# Cabomba Cutting and Propagation Advice



## DTOdave (Mar 1, 2013)

Could anyone outline some dog's and don't when trimming Cabomba and replanting the cuttings? 
Thanks a bunch 

Sent from my Nexus 7


----------



## Peccator (Oct 8, 2012)

Cabomba is pretty easy, just cut and stick it in the substrate. As long as you don't chop it up too small. I usually cut mine down to about 2-3 inches, and then just stick all the cuttings anywhere I want a new group. as long as it's got enough light it'll jump back up really quick.


----------



## DTOdave (Mar 1, 2013)

Awesome thanks! Just done it. Played it safe and just cut each stem in half, doubling my plants! Looks ace!

Sent from my Nexus 7


----------



## DTOdave (Mar 1, 2013)

Look OK? 

Sent from my Nexus 7


----------



## Scifisarah (Mar 1, 2013)

So the "stumps" from the bottom grow new tops? Doh! I have been throwing them away. How long does it take them to look normal on the top?


----------



## l8nite (Aug 29, 2012)

Mine usually branch two or three new stems from the "stump". Woot @ doubling or tripling your plants!


----------



## acitydweller (Dec 28, 2011)

you'll notice them growing side shoots if they are happily rooted. that usually takes a a bit of time... maybe a week


----------



## DTOdave (Mar 1, 2013)

Wow didn't realise there would be two or three new shoots! Awesome!

Sent from my Nexus 7


----------



## sarahspins (Sep 24, 2012)

I've actually been trying to remove this stuff from one of my tanks and every few weeks I see a new shoot pop up - and that's growing from whatever must still be rooted in the substrate (I'd dig around more but I don't want to disturb what's around it).


----------



## longgonedaddy (Dec 9, 2012)

acitydweller said:


> you'll notice them growing side shoots if they are happily rooted. that usually takes a a bit of time... maybe a week



:hihi:

I swear, I take out 10 plants and 30 grow in their place.


----------



## DTOdave (Mar 1, 2013)

Haha awesome! Thatsbpretty much what I want.
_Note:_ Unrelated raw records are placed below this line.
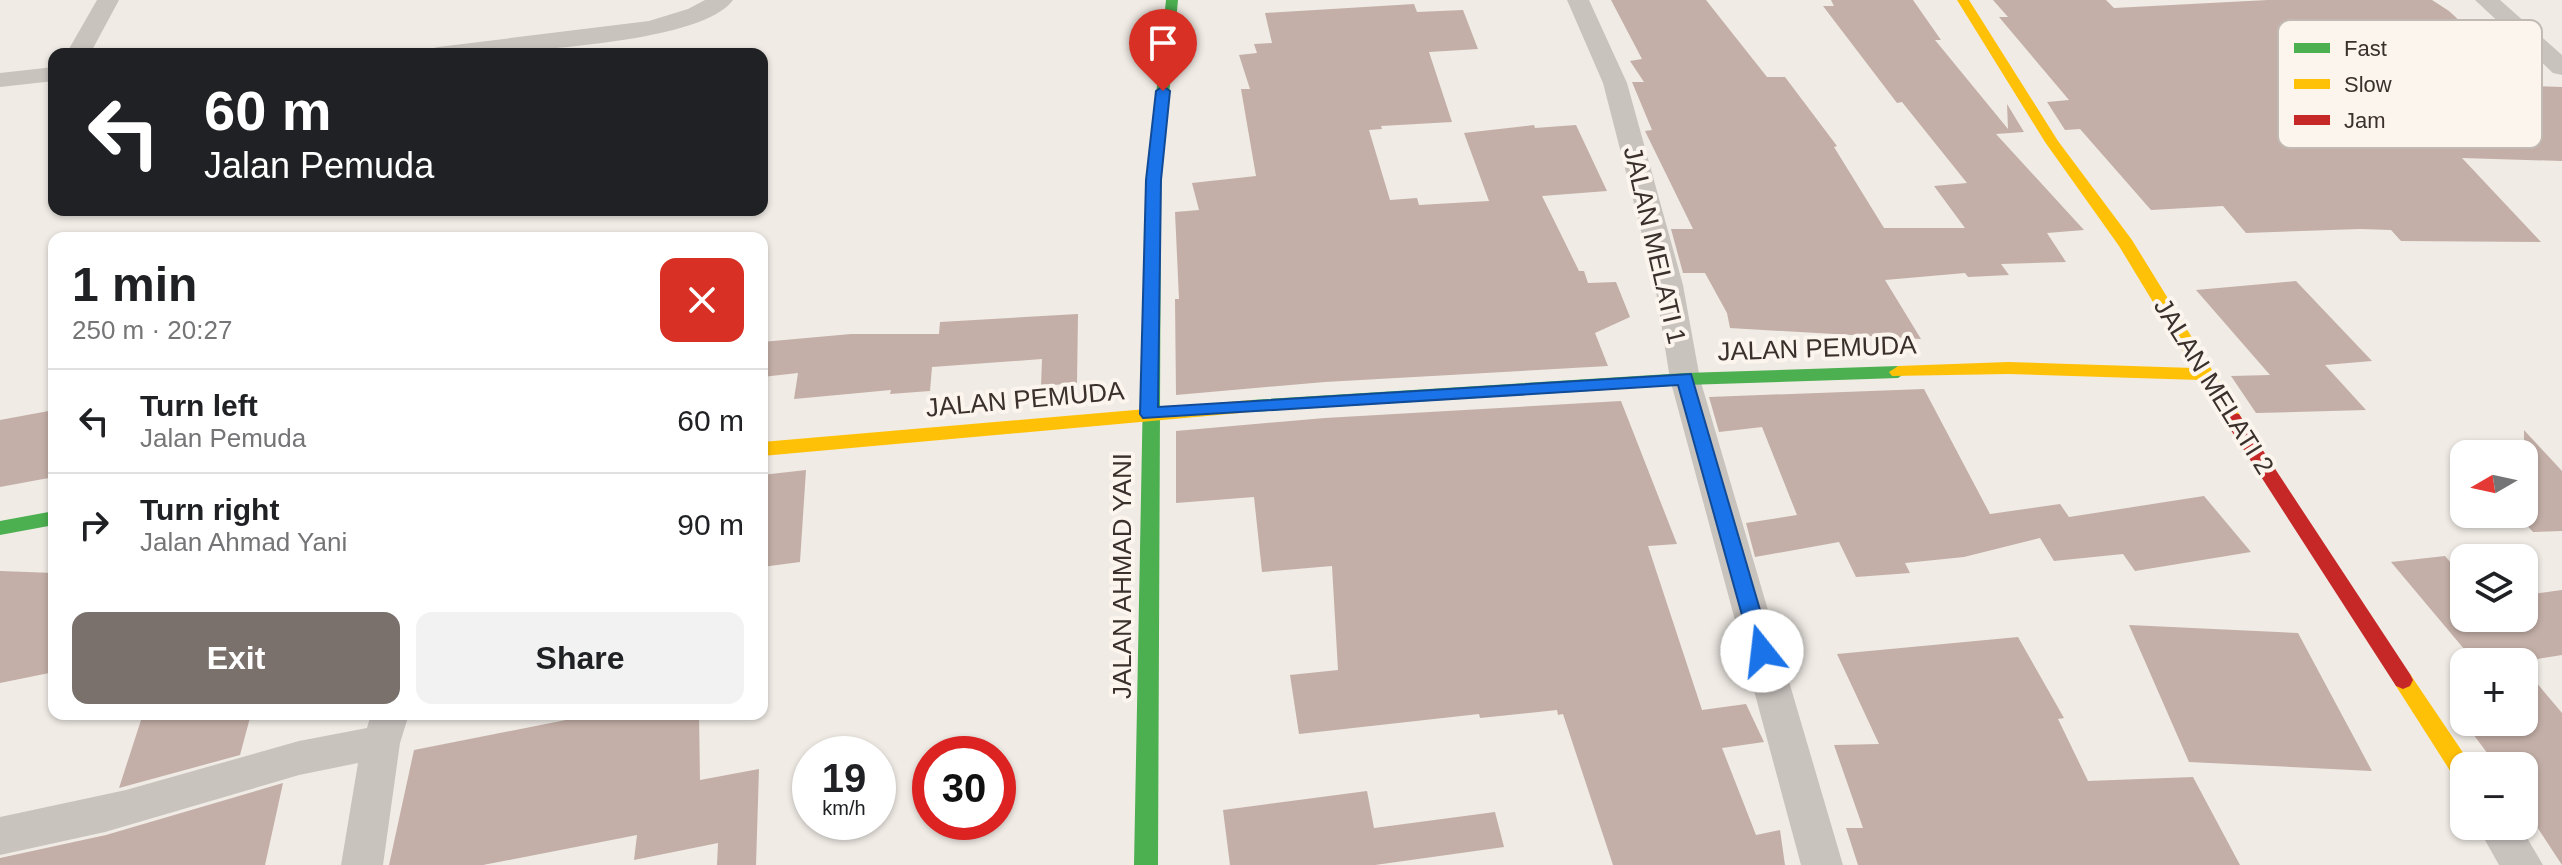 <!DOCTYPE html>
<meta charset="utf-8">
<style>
body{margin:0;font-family:Helvetica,sans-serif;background:#f2f2f2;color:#202124;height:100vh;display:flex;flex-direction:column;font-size:30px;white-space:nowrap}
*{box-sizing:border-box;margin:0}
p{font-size:26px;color:#757577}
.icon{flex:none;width:44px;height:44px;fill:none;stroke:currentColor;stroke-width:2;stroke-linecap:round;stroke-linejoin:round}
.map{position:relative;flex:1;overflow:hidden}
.side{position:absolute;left:48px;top:232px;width:720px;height:488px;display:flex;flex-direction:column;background:#fff;border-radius:16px;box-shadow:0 2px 6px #0004}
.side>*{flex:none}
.banner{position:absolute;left:48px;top:48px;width:720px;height:168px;border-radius:16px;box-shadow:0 2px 6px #0004;background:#202124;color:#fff;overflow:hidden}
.needle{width:52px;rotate:261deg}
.controls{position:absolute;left:2450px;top:440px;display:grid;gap:16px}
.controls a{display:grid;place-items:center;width:88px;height:88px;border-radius:16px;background:#fff;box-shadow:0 2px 6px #0004;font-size:40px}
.speed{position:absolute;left:792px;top:736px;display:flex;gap:16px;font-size:40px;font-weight:700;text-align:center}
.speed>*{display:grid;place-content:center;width:104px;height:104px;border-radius:50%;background:#fff;box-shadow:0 2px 6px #0004;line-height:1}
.speed small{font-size:20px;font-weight:400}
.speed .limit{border:12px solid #d22;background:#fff;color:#111}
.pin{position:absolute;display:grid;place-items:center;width:68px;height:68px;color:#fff;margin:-82px -34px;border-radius:50% 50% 50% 0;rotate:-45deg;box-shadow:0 0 8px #0007}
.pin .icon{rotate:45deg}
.me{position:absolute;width:88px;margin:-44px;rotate:344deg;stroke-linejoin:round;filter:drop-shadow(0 0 6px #0008)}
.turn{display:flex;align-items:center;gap:28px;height:168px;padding:0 24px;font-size:36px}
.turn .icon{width:104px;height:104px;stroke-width:2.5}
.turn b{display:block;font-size:56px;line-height:68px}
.round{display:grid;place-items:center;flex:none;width:84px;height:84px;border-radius:16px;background:#f2f2f2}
.overview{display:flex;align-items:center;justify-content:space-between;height:136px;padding:0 24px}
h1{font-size:48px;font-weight:800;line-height:60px}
.action{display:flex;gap:16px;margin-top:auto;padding:16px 24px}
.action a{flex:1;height:92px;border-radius:16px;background:#7a716c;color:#fff;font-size:32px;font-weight:800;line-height:92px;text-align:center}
.action a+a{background:#f2f2f2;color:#202124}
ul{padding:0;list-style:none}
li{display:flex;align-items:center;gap:24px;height:104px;padding:0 24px;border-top:2px solid #e0e0e0}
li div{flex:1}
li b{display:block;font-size:30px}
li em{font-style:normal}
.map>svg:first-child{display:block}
</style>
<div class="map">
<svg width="2562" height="865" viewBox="0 0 2562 865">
<rect width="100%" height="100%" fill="#f0ebe5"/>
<!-- building -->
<path fill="#c3afa7" d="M1611,0H1706L1767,77H1785L1837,146L1834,147L1884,228H1965L1934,186L1967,183L1902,102L1897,103L1823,6H1834L1831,0H1913L1941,40H1935L2008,129L2007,104L2024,132L1996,134L2084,230L2047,233L2066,262L2001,264L2009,275L1968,277L1965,273L1885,280L1921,339L1730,328L1727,313L1705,273H1683L1671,229H1693L1645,131L1652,130L1632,82H1644L1630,61L1642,59Z
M1993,0H2106L2114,8L2268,0H2432L2449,11L2530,86L2562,87V161L2462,158L2541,242L2401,241L2391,230L2360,229L2246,233L2223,206L2151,210L2080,129L2065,130L2047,102L2069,100L1999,17H2008Z
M1414,4L1417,12L1463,10L1478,49L1429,52L1452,122L1381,126L1382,129L1369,130L1390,200L1417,198L1419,205L1489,201L1464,133L1534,125L1535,128L1576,125L1607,191L1542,196L1579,271H1584L1588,283L1616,282L1630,317L1595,333L1608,366L1325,382L1176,395L1175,299H1179L1175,212L1199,210L1192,183L1256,176L1241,89H1250L1239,55L1257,53L1254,44L1272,43L1265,13Z
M2296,281L2372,361L2325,365L2366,410L2256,413L2231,376L2270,375L2196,290Z
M1078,314L1077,383L1041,386L1042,359L932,367L930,391L890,394L891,390L794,399L798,373L762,377V342L851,334H939L940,322Z
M1924,389L1990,514L2060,504L2069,517L2204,496L2251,552L2135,571L2123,554L2054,561L2040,538L1964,557L1905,563L1910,573L1856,577L1839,542L1755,557L1746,523L1797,515L1762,427L1719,432L1709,397Z
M1621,401L1677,544L1648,546L1702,710L1746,704L1764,742L1722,748L1756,835L1780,830L1785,865H1613L1563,714L1558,715L1557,710L1480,718L1479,714L1299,734L1290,675L1338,670L1332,566L1262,572L1254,497L1176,503V431L1325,418Z
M54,410V477L0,487V420Z
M2524,430L2562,471V531L2533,532L2524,522Z
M806,470L800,562L762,567V475Z
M2445,556L2464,578V618H2524V595L2562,590V655L2519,662H2475L2391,562Z
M0,571L54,573V672L0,683Z
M2129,625L2298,633L2372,771L2189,762Z
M2018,637L2064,718L2058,719L2088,781L2193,777L2240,865H1858L1846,828H1863L1834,745L1879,744L1837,654Z
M2524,668L2562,713V865L2524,807V766H2497L2464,722H2524Z
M143,714H251L240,755L119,788Z
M596,714H699L700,780L759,769L756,865H717L718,843L634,860L637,835L483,865H389L414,750Z
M283,783L265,865H0V858L106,835Z
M1367,791L1374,828L1495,812L1504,847L1375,865H1230L1223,810Z"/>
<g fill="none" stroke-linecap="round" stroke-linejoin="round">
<!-- street -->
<path fill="#c9c3be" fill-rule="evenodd" d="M97,0H119L90,54H66Z
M705,0H733C700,47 484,54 426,54L430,49L438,47L649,21L688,9Z
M1567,0H1589L1627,83L1683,285L1700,379L1843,865H1801L1670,379L1655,285L1603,83Z
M2475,0H2500L2562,55V75L2553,73Z
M54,67V81L0,87V73Z
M371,714H409L400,743L383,865H341L358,763L299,775L105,832L0,855V817L126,790L299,741L367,728Z
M2477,826H2520L2543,865H2499Z"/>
<!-- fast -->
<path fill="#4caf50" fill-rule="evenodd" d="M1166,0H1178L1161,180L1158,865H1134L1147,180Z
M1898,366L1907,372L1898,378L1685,385L1251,412L1242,406L1251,400L1685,373Z
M54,511V525L0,535V521Z"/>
<!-- slow -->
<path fill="#ffc107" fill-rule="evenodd" d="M1957,0H1969L2058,141L2132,240L2239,414L2242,419L2239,424H2227L2200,380L2008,374L1892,376L1889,372L1898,366L2008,362L2193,368L2119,246L2045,142Z
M1251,400L1260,406L1251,412L762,456V442Z
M2403,671L2410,674L2472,766H2464V783L2456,780L2396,686L2393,680L2396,674Z"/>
<!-- jam -->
<path fill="#c62828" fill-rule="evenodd" d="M2233,413L2239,414L2410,674L2413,680L2410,686L2403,689L2396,686L2227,424L2224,419Z"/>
</g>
<!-- route -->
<path fill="#1a73e8" stroke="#114b97" stroke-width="2" d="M1163,86L1170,91L1161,180L1158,407L1691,374L1772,651L1769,657L1762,660L1755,657L1752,651L1678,385L1143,418L1140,414L1146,180L1156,91Z"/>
<g text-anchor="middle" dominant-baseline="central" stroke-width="8" stroke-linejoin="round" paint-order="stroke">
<!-- street labels -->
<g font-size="26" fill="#3b302b" stroke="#fbf5ee">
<text transform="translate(1655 245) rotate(77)">JALAN MELATI 1</text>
<text transform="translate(1817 348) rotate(-2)">JALAN PEMUDA</text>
<text transform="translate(2214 386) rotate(58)">JALAN MELATI 2</text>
<text transform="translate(1025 399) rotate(-5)">JALAN PEMUDA</text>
<text transform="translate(1122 576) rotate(-90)">JALAN AHMAD YANI</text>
</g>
</g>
<!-- legend -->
<rect x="2278" y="20" width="264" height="128" rx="12" fill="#fbf5ee" stroke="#c1bab4" stroke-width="2"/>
<rect x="2294" y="43" width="36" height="10" fill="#4caf50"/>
<rect x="2294" y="79" width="36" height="10" fill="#ffc107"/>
<rect x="2294" y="115" width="36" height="10" fill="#c62828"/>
<g font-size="22" fill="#3b302b">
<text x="2344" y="56">Fast</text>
<text x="2344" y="92">Slow</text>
<text x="2344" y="128">Jam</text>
</g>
</svg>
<div class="controls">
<a><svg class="needle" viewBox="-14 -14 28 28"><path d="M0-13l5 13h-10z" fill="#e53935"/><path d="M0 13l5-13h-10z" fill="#757577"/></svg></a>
<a><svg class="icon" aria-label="layers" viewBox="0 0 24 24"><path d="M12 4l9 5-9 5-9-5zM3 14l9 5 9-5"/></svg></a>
<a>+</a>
<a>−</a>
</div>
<div class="speed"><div>19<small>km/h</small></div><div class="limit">30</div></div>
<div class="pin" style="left:1163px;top:91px;background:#d93025"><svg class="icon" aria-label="arrive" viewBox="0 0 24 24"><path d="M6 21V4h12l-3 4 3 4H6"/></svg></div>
<svg class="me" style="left:1762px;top:651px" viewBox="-20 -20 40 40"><circle r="19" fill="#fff"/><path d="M0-13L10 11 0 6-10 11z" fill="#1a73e8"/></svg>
<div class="banner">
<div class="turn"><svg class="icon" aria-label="left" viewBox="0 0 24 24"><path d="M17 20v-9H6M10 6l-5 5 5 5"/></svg><div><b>60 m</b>Jalan Pemuda</div></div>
</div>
<section class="side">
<div class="overview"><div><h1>1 min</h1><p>250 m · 20:27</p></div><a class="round" style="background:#d93025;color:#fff"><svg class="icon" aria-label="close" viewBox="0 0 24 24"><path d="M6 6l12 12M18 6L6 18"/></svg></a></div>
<ul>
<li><svg class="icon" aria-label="left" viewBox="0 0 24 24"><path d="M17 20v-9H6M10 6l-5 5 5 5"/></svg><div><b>Turn left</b><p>Jalan Pemuda</p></div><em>60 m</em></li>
<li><svg class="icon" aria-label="right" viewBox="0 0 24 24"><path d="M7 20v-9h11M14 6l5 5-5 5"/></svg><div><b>Turn right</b><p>Jalan Ahmad Yani</p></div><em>90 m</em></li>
</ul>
<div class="action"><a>Exit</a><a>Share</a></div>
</section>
</div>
I love bushy, natural looking aquariums  

Sent from my Nexus 7


----------



## Albino Sick Led (Jan 12, 2013)

*Left is Cabomba propagation*



DTOdave said:


> Look OK?
> 
> Sent from my Nexus 7


 
The plants on the left are Green Cabomba
-_Cabomba caroliniana_
The plants on the right are Hornwort
- _Ceratophyllum demersum_

Both of these plants exhibit aerial roots, a good rule of thumb with these type of stem plants is to usually allow up to 4 inches of stem to be planted into the substrate so that they may develop a good root system at the bottom. If you do not have enough substrate to submerge a 4-inch depth of the stem you could always use weights for the plants which are available at LFS. This way you can get away with clearing only 1-2 inches at the bottom of the stem and still develop nice roots to hold your plants in place. I personally have green cabomba and purple cabomba in my tank right now and these plants are very beutiful and easy to maintain. You will be surprised at how much more beauty you can get out of these plants if you decided to do CO2 injection and fertilizers into your aquarium as well. Given the right parameters these plants will grow *really fast*. If you decide to clip the plant and replant the stem it is suggested to clip from bottom to top, so that the new growth is what remains. Nothing wrong with clipping from top to bottom and leaving your bottom intact but you will get split plants growing in different direction and not upward most of the time.

Good luck with your plants! Definitely a nice group plant to have in any aquarium.


----------